Here’s the thing: it depends largely on how you do the chin-ups.
For instance, I usually use a shoulder-width grip (often wider) and think of my arms as being hooks while my back does all the work. I also come to full extension at the bottom of every rep and do them explosively while maintaining control of my body (i.e. no swinging).
Interestingly, the better I’ve become at chin-ups, the less I feel them in my biceps. Fact is, when I do feel my biceps working a lot, I take it as a sign I’m not retracting my scapulae as I should be.
However, you can easily tweak them to hone in on the biceps. The best way I’ve found is with close-grip supinated ring chin-ups.
Place the rings as close together as possible and take a supinated grip. Perform the reps slower than normal on both the concentric and eccentric and stop just short of full extension at the bottom to keep constant tension on the biceps. It’s important to be strict with these.

If you don’t have rings, you can do them with just a bar, although the rings definitely add something to it from a biceps standpoint. You’ll find that towards the bottom of the rep, the rings will start to twist and your biceps will be forced to kick into overdrive to keep that supinated wrist position.
These are a lot tougher than they look, so if it’s too much at first, you can also try a similar concept using inverted rows instead.

Doing reps like this will invariably shortchange your back to some degree, so do them after your regular chin-up or inverted row workout to finish off your arms.

5. Super Slow Chin-ups

The explanation for these is simple, but they’re far from easy. Do a close-grip chin-up as slowly as you can. That’s it.
Shoot for 20-30 seconds on the concentric and 30-40 seconds on the eccentric to start. If you can do that, add some weight. If that’s too much, then just go as slowly as you can.
I also like to do a static hold at the top.

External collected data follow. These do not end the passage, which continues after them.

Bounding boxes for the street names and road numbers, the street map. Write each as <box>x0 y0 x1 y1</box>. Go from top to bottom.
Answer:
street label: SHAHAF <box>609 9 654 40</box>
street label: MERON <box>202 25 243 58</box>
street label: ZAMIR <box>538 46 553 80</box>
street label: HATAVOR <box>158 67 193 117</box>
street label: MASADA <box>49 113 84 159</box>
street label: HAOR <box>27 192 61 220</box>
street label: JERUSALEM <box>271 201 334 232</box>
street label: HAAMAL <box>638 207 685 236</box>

Use a supinated grip for more biceps emphasis or a neutral grip to target the brachialis. Either way, it’ll also blast your forearms and help build tremendous grip strength.
Save this for the tail end of your workout and just do one painstaking rep. Trust me, if you’re doing it right, that’s all you’ll be able to muster.

6. Bodyweight Triceps Extensions

This is an awesome triceps exercise that, when done correctly, also smokes the core.
TC wrote about doing these in a Smith machine in a Livespill and while I like that exercise too, I prefer doing them using suspension straps for two reasons.
First, you can get a bigger range of motion. When you use a fixed bar, you’re forced to do the exercise like a traditional skullcrusher where you bring your forehead to the bar. With straps, you can extend your arms forward slightly as you drop down so that at the bottom, your hands are actually behind your head. This enhances the stretch on the long head of the triceps and takes stress off the elbows.
Second, the straps allow you to rotate your hands freely as you move through the rep, making it more shoulder-friendly and increasing the contraction in your triceps.

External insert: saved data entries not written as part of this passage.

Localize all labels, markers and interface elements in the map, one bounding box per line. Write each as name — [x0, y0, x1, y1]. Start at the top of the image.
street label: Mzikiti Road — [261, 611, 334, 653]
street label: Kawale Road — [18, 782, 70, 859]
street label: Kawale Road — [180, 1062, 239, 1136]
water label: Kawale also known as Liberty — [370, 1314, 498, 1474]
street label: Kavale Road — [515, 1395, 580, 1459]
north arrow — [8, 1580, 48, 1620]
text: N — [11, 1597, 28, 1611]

To get the full benefit for your core, it’s imperative that you keep a straight line from your feet to your head. There will be a tendency to want to pike at the hips, so you’ll need to squeeze your glutes and brace your abs to prevent that from happening. It should feel similar to the sensation you get from an ab wheel rollout. If it doesn’t, you’re probably not doing it right.
This is a lot tougher than it looks, so start with the straps fairly high at first (approximately chest level) and work your way down.

7. Reverse Grip Dumbbell Floor Press

Perform this exercise just as you would a regular dumbbell floor press, only supinate your hands as you press. At the bottom your palms will face each other, while at the top they’ll point back behind you.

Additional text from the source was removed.